> WORK TASK: Every record below must come back exactly as given.
____ DATASET CONTENT
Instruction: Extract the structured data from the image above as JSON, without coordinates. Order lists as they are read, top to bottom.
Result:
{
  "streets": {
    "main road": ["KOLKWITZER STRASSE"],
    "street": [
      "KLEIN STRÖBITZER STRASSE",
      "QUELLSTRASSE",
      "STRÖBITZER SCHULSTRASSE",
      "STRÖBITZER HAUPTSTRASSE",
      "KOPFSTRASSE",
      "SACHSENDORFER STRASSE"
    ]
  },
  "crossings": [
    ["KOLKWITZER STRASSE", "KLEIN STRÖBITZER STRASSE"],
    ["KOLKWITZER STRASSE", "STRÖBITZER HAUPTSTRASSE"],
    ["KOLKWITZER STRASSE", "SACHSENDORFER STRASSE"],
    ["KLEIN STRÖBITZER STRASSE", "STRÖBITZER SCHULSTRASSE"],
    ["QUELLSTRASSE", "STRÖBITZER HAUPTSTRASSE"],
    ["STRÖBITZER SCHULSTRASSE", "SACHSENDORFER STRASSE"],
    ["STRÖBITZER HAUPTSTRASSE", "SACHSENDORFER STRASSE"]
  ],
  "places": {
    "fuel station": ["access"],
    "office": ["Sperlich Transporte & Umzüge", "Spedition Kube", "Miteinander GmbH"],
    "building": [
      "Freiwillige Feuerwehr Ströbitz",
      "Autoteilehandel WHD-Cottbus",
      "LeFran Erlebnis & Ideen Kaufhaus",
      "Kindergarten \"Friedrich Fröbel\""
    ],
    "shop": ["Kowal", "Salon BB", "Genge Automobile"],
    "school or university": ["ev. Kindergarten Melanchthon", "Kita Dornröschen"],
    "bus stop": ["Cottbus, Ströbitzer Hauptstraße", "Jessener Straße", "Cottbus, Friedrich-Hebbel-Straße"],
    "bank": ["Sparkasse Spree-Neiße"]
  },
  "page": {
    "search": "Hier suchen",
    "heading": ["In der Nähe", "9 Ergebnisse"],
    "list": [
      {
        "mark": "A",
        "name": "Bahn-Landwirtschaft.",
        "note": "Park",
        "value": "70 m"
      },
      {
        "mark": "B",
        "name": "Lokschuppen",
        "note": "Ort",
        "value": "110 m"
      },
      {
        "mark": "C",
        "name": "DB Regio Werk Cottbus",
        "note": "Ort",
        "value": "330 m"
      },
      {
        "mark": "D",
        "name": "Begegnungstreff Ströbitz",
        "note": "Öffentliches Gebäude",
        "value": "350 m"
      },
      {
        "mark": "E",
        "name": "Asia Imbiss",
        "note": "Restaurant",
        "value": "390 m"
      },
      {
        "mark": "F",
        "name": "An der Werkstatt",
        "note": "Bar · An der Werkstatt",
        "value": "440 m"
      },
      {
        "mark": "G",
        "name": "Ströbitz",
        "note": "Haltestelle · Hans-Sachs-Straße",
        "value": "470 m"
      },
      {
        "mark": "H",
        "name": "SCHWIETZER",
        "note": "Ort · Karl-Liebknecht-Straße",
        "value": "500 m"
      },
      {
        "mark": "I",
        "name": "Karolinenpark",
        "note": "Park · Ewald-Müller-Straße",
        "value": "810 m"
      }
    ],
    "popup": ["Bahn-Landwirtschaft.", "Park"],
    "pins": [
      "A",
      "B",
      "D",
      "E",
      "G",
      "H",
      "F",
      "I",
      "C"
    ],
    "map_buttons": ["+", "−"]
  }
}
________
> RESULT OF THIS TASK:
Instruction: Extract the structured data from the image above as JSON, without coordinates. Order lists as they are read, top to bottom.
Result:
{
  "streets": {
    "main road": ["KOLKWITZER STRASSE"],
    "street": [
      "KLEIN STRÖBITZER STRASSE",
      "QUELLSTRASSE",
      "STRÖBITZER SCHULSTRASSE",
      "STRÖBITZER HAUPTSTRASSE",
      "KOPFSTRASSE",
      "SACHSENDORFER STRASSE"
    ]
  },
  "crossings": [
    ["KOLKWITZER STRASSE", "KLEIN STRÖBITZER STRASSE"],
    ["KOLKWITZER STRASSE", "STRÖBITZER HAUPTSTRASSE"],
    ["KOLKWITZER STRASSE", "SACHSENDORFER STRASSE"],
    ["KLEIN STRÖBITZER STRASSE", "STRÖBITZER SCHULSTRASSE"],
    ["QUELLSTRASSE", "STRÖBITZER HAUPTSTRASSE"],
    ["STRÖBITZER SCHULSTRASSE", "SACHSENDORFER STRASSE"],
    ["STRÖBITZER HAUPTSTRASSE", "SACHSENDORFER STRASSE"]
  ],
  "places": {
    "fuel station": ["access"],
    "office": ["Sperlich Transporte & Umzüge", "Spedition Kube", "Miteinander GmbH"],
    "building": [
      "Freiwillige Feuerwehr Ströbitz",
      "Autoteilehandel WHD-Cottbus",
      "LeFran Erlebnis & Ideen Kaufhaus",
      "Kindergarten \"Friedrich Fröbel\""
    ],
    "shop": ["Kowal", "Salon BB", "Genge Automobile"],
    "school or university": ["ev. Kindergarten Melanchthon", "Kita Dornröschen"],
    "bus stop": ["Cottbus, Ströbitzer Hauptstraße", "Jessener Straße", "Cottbus, Friedrich-Hebbel-Straße"],
    "bank": ["Sparkasse Spree-Neiße"]
  },
  "page": {
    "search": "Hier suchen",
    "heading": ["In der Nähe", "9 Ergebnisse"],
    "list": [
      {
        "mark": "A",
        "name": "Bahn-Landwirtschaft.",
        "note": "Park",
        "value": "70 m"
      },
      {
        "mark": "B",
        "name": "Lokschuppen",
        "note": "Ort",
        "value": "110 m"
      },
      {
        "mark": "C",
        "name": "DB Regio Werk Cottbus",
        "note": "Ort",
        "value": "330 m"
      },
      {
        "mark": "D",
        "name": "Begegnungstreff Ströbitz",
        "note": "Öffentliches Gebäude",
        "value": "350 m"
      },
      {
        "mark": "E",
        "name": "Asia Imbiss",
        "note": "Restaurant",
        "value": "390 m"
      },
      {
        "mark": "F",
        "name": "An der Werkstatt",
        "note": "Bar · An der Werkstatt",
        "value": "440 m"
      },
      {
        "mark": "G",
        "name": "Ströbitz",
        "note": "Haltestelle · Hans-Sachs-Straße",
        "value": "470 m"
      },
      {
        "mark": "H",
        "name": "SCHWIETZER",
        "note": "Ort · Karl-Liebknecht-Straße",
        "value": "500 m"
      },
      {
        "mark": "I",
        "name": "Karolinenpark",
        "note": "Park · Ewald-Müller-Straße",
        "value": "810 m"
      }
    ],
    "popup": ["Bahn-Landwirtschaft.", "Park"],
    "pins": [
      "A",
      "B",
      "D",
      "E",
      "G",
      "H",
      "F",
      "I",
      "C"
    ],
    "map_buttons": ["+", "−"]
  }
}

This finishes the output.